Par contrat de travail à durée indéterminée en date du 1er février 2011, la société Hôtel de Bordeaux a embauché M. [W] [C] en qualité de réceptionniste, coefficient 1, échelon 1, moyennant une rémunération brute mensuelle de 1 723,76 euros pour une durée de travail mensuelle de 186,33 heures.

Dans le contexte d'une transmission universelle du patrimoine de la société Hôtel de Bordeaux à la société Hipotel [Localité 7] le 21 janvier 2014, M. [C] a conclu un contrat de travail avec cette dernière société prise en son établissement Hipotel [Localité 7] Bordeaux Ménilmontant en qualité de réceptionniste, niveau 1, échelon 3 moyennant une rémunération brute mensuelle de 1 676,61 euros pour une durée de travail mensuelle de 173,33 heures. Le contrat prévoit la reprise de l'ancienneté de M. [C] acquise au sein de la société Hôtel de Bordeaux.

Les relations contractuelles sont soumises à la convention collective hôtels, cafés, restaurants.

Par avenant en date du 1er avril 2016, la durée de travail hebdomadaire de M. [C] a été fixée à 35 heures (151,67 heures par mois) moyennant une rémunération brute mensuelle de 1 474,23 euros.

Le 8 avril 2016, le médecin du travail a déclaré M. [C] apte avec réserves et sous suivi médical spécialisé et a précisé qu'il fallait prévoir très rapidement un passage en poste de jour.

M. [C] a présenté un arrêt de travail à compter du 1er juillet 2016.

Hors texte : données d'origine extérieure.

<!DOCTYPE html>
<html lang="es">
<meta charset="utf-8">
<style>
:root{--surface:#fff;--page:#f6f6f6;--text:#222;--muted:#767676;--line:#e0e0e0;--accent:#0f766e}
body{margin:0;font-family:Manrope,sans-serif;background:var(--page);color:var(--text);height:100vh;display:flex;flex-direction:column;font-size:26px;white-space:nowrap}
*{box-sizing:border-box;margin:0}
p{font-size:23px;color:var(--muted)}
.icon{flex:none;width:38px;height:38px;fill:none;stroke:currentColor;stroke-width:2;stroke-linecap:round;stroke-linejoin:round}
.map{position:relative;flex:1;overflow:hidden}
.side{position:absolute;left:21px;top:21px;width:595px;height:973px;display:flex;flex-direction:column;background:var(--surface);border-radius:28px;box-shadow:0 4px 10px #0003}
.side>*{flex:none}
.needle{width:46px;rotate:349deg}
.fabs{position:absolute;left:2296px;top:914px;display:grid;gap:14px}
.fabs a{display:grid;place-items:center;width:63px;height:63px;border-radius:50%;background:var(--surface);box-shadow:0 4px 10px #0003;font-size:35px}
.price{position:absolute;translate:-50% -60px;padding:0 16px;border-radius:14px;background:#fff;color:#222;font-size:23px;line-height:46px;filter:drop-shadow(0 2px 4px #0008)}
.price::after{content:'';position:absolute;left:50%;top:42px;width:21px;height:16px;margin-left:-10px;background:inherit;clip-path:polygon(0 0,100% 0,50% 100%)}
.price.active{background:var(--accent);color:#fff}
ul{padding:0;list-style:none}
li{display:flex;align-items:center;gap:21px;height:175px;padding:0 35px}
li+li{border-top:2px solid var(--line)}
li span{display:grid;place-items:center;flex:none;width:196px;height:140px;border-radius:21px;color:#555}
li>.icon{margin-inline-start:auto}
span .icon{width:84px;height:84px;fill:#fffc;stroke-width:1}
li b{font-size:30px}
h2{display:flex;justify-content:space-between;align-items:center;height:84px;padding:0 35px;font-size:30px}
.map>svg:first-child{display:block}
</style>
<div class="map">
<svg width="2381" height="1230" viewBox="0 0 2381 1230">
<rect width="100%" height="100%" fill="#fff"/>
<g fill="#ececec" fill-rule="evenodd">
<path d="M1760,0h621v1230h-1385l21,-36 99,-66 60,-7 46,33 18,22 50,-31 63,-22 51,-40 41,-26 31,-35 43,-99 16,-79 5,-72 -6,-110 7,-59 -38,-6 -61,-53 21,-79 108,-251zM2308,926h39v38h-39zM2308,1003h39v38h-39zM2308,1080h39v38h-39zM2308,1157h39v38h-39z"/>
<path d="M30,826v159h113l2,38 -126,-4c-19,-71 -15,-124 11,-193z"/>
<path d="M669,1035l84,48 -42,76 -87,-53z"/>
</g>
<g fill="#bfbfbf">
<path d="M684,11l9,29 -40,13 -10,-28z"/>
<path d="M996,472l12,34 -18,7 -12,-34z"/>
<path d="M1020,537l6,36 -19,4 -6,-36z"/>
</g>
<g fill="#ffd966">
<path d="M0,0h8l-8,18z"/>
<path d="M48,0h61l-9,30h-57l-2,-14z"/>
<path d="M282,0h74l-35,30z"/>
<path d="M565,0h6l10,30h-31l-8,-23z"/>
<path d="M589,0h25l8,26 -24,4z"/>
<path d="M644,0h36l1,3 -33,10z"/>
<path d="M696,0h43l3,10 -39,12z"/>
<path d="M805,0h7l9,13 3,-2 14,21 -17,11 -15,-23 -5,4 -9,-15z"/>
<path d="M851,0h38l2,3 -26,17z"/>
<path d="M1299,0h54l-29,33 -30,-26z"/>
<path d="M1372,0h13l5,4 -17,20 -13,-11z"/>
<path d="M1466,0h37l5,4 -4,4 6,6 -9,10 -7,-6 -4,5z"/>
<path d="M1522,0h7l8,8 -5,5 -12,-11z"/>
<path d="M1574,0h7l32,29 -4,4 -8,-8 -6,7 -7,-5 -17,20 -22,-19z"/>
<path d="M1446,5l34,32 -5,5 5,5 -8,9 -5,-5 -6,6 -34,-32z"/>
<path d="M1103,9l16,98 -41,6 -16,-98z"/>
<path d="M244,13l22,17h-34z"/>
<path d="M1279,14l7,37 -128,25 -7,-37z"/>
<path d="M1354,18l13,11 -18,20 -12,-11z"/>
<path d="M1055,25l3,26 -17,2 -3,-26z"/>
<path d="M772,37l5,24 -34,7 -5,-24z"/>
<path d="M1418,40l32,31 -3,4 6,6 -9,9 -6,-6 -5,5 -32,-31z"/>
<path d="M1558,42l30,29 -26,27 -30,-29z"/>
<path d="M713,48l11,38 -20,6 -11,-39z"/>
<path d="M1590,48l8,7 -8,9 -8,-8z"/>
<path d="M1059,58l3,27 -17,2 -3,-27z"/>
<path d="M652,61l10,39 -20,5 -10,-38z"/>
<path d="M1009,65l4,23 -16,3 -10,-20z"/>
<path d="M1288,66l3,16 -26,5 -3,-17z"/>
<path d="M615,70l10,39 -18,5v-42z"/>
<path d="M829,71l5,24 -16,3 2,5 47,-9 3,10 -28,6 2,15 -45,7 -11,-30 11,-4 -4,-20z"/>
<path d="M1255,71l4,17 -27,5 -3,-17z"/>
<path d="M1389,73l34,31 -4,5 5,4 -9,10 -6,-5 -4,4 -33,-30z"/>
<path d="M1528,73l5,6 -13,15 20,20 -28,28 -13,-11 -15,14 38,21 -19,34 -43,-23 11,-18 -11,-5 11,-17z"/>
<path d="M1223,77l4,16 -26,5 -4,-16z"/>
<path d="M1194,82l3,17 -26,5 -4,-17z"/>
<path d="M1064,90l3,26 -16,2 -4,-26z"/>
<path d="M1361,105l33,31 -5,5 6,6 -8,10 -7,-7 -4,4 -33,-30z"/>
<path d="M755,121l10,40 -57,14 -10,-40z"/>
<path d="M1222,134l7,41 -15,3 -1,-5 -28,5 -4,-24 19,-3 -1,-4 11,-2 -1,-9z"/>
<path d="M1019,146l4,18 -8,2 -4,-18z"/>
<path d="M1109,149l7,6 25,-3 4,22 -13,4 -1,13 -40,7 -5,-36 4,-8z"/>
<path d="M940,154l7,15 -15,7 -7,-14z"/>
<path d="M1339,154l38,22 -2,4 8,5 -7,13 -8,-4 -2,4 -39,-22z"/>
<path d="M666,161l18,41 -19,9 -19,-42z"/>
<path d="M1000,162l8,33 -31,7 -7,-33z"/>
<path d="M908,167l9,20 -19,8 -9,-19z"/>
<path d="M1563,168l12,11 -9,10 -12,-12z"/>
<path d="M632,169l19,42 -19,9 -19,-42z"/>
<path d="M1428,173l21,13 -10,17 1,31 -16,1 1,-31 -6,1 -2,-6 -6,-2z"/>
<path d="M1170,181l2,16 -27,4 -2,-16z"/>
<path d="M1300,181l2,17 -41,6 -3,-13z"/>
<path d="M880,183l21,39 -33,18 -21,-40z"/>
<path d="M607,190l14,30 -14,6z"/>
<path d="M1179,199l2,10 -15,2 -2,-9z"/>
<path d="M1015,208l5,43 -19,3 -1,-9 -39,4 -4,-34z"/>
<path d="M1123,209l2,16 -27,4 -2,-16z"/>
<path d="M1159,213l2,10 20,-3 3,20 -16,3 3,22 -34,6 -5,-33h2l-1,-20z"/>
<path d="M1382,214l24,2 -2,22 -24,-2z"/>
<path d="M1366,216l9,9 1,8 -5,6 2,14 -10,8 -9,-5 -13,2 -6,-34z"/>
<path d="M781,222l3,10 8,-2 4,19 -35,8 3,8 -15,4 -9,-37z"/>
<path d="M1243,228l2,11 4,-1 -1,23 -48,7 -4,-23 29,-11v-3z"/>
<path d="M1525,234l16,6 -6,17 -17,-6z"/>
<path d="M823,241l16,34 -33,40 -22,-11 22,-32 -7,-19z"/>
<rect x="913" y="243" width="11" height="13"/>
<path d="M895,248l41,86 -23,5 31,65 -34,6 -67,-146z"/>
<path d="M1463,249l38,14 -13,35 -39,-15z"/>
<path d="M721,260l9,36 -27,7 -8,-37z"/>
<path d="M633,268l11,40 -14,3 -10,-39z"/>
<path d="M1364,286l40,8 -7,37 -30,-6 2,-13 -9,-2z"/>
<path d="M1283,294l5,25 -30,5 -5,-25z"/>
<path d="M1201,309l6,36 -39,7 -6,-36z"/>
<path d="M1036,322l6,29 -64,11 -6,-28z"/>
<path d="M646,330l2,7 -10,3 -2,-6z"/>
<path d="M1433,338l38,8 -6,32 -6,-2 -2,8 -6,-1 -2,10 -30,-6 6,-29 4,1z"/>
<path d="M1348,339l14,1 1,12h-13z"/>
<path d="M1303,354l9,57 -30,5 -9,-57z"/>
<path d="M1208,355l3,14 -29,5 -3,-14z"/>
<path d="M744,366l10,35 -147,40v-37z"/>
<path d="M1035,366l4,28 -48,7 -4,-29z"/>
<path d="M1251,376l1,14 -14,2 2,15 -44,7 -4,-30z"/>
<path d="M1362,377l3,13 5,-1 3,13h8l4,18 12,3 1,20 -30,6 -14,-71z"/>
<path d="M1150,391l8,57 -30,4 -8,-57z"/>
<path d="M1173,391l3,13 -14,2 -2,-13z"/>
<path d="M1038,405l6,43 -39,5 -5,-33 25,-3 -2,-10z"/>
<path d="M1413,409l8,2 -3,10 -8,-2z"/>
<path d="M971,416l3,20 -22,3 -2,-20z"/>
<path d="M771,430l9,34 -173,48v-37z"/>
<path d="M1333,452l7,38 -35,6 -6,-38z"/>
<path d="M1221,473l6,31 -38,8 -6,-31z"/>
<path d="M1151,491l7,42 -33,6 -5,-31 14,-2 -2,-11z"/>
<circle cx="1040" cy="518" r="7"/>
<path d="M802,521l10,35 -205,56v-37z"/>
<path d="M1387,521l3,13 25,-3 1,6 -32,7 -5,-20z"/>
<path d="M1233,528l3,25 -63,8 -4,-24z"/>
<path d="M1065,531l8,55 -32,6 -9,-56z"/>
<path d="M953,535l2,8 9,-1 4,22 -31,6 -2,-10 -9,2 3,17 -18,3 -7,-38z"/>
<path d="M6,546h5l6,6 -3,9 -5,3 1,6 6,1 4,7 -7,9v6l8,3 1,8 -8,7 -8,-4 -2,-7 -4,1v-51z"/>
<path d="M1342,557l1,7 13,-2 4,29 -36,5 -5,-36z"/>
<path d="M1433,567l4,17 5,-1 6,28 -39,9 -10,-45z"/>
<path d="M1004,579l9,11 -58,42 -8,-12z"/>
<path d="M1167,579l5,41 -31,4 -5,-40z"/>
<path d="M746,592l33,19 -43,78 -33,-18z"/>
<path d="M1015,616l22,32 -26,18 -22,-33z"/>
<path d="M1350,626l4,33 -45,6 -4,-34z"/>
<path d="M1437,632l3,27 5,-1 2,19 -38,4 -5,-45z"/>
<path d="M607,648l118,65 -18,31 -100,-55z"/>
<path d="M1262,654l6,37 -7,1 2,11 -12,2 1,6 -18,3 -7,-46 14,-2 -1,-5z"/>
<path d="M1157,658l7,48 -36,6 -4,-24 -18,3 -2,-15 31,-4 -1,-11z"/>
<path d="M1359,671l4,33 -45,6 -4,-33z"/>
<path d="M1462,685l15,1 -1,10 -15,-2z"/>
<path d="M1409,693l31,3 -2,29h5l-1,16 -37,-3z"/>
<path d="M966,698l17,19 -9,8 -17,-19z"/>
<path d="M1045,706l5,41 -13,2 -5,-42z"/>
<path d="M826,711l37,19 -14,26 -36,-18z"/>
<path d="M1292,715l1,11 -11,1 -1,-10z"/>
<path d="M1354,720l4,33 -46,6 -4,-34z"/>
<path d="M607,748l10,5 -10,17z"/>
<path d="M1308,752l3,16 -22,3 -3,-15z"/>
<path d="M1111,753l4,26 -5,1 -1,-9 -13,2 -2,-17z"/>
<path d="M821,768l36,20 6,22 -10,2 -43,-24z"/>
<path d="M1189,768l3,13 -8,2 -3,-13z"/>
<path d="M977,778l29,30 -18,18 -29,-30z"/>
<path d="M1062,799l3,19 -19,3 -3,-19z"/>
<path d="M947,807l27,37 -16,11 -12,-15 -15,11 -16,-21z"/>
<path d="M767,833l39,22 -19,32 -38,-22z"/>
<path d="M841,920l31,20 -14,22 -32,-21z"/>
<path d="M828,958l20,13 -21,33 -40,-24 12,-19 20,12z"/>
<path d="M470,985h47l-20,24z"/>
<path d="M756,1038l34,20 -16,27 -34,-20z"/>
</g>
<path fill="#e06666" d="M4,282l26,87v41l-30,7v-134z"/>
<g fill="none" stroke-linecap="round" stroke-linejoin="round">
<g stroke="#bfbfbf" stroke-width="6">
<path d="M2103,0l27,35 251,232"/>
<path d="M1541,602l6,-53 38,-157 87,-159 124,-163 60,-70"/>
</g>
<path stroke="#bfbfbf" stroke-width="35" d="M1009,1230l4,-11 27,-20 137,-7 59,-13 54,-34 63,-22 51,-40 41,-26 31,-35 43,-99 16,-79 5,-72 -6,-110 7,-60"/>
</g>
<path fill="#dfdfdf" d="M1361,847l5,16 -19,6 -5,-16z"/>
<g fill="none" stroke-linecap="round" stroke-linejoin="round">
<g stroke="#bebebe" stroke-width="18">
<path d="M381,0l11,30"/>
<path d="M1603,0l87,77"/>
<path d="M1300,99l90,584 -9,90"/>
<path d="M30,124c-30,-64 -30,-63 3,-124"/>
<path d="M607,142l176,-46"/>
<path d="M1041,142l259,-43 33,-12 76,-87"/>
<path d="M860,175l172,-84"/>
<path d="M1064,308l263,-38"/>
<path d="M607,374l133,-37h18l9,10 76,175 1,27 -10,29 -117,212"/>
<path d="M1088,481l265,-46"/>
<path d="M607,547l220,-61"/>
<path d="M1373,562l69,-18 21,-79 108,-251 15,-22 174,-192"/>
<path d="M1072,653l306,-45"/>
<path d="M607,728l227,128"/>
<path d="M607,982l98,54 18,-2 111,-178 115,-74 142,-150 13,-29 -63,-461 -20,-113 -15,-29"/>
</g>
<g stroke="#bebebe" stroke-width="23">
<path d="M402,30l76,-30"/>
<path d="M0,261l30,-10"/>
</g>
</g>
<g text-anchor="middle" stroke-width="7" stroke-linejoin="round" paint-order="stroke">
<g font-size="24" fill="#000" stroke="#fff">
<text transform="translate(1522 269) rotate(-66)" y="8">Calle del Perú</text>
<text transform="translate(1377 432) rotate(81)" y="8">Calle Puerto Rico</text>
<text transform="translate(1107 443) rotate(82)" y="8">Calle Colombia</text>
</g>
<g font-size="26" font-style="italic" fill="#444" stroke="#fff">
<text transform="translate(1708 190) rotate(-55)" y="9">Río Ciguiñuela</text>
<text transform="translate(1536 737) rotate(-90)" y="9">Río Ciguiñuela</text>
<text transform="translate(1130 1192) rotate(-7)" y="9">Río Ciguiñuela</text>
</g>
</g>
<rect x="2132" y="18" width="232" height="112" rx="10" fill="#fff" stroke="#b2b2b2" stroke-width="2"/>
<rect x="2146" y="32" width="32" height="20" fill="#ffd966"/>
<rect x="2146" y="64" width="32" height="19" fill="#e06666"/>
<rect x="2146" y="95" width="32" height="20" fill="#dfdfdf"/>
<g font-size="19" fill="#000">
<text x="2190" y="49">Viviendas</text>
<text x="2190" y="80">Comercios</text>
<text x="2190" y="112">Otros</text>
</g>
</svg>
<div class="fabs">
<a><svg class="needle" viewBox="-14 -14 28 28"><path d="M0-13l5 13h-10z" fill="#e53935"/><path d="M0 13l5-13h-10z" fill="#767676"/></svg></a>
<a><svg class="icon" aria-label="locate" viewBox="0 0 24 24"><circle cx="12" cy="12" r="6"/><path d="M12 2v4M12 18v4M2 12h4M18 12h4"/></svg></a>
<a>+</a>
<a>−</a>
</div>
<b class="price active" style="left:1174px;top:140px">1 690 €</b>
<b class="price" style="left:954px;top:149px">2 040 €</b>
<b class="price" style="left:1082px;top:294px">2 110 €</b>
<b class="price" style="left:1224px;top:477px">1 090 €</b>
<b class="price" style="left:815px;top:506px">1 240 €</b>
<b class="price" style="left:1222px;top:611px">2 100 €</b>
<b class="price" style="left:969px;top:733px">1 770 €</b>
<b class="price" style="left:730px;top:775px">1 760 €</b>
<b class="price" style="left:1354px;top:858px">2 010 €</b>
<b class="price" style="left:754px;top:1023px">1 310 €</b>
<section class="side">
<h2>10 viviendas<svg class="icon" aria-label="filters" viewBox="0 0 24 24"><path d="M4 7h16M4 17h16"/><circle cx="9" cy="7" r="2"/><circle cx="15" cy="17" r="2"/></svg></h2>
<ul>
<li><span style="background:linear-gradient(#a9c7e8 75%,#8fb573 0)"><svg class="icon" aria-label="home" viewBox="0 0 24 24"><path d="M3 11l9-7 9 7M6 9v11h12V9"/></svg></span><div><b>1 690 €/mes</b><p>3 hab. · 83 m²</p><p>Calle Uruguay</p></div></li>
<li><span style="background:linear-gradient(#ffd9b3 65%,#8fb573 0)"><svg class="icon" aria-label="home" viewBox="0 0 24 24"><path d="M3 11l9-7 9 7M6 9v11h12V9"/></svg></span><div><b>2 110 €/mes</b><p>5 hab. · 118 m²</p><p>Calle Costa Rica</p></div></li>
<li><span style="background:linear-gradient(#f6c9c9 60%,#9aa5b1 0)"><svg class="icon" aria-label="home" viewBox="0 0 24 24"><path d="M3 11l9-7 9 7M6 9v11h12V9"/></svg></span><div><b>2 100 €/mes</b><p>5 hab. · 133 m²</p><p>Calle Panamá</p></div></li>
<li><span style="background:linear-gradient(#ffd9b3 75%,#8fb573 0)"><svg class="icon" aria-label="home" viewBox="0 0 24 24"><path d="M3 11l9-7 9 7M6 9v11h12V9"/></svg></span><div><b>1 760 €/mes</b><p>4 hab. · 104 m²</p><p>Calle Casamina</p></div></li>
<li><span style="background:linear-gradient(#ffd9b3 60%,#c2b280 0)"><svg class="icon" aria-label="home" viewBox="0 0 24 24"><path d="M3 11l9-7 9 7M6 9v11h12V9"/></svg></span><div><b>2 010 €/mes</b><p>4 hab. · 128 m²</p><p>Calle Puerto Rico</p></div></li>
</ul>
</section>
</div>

A partir du 31 octobre 2016, l'établissement a été érigé en une société Hôtel [Localité 7] Bordeaux.

Par acte du 4 mai 2018, la société Hôtel [Localité 7] Bordeaux a cédé son fonds de commerce à la société Babel Hôtels Belleville « en présence de [la société] Hipotel [Localité 7] et [la société] Hospitality Venture Capital ». Aux termes de cette cession, le contrat de travail de M. [C] a été transféré à la société Babel Hôtels Belleville.

Sollicitant la résiliation judiciaire de son contrat de travail et estimant ne pas être rempli de ses droits, M. [C] avait saisi le conseil de prud'hommes de Paris le 1er mars 2018.

Le 7 février 2019, la société Babel Hôtels Belleville a notifié à M. [C] son licenciement pour inaptitude.

Par jugement du 19 mars 2019 auquel il est renvoyé pour l'exposé des prétentions initiales et de la procédure antérieure, le conseil de prud'hommes de Paris a débouté M. [C] de l'ensemble de ses demandes, débouté la SAS Hôtel [Localité 7] Bordeaux de sa demande reconventionnelle et a condamné M. [C] aux dépens.

Par déclaration du 8 octobre 2019, M. [C] a régulièrement interjeté appel du jugement.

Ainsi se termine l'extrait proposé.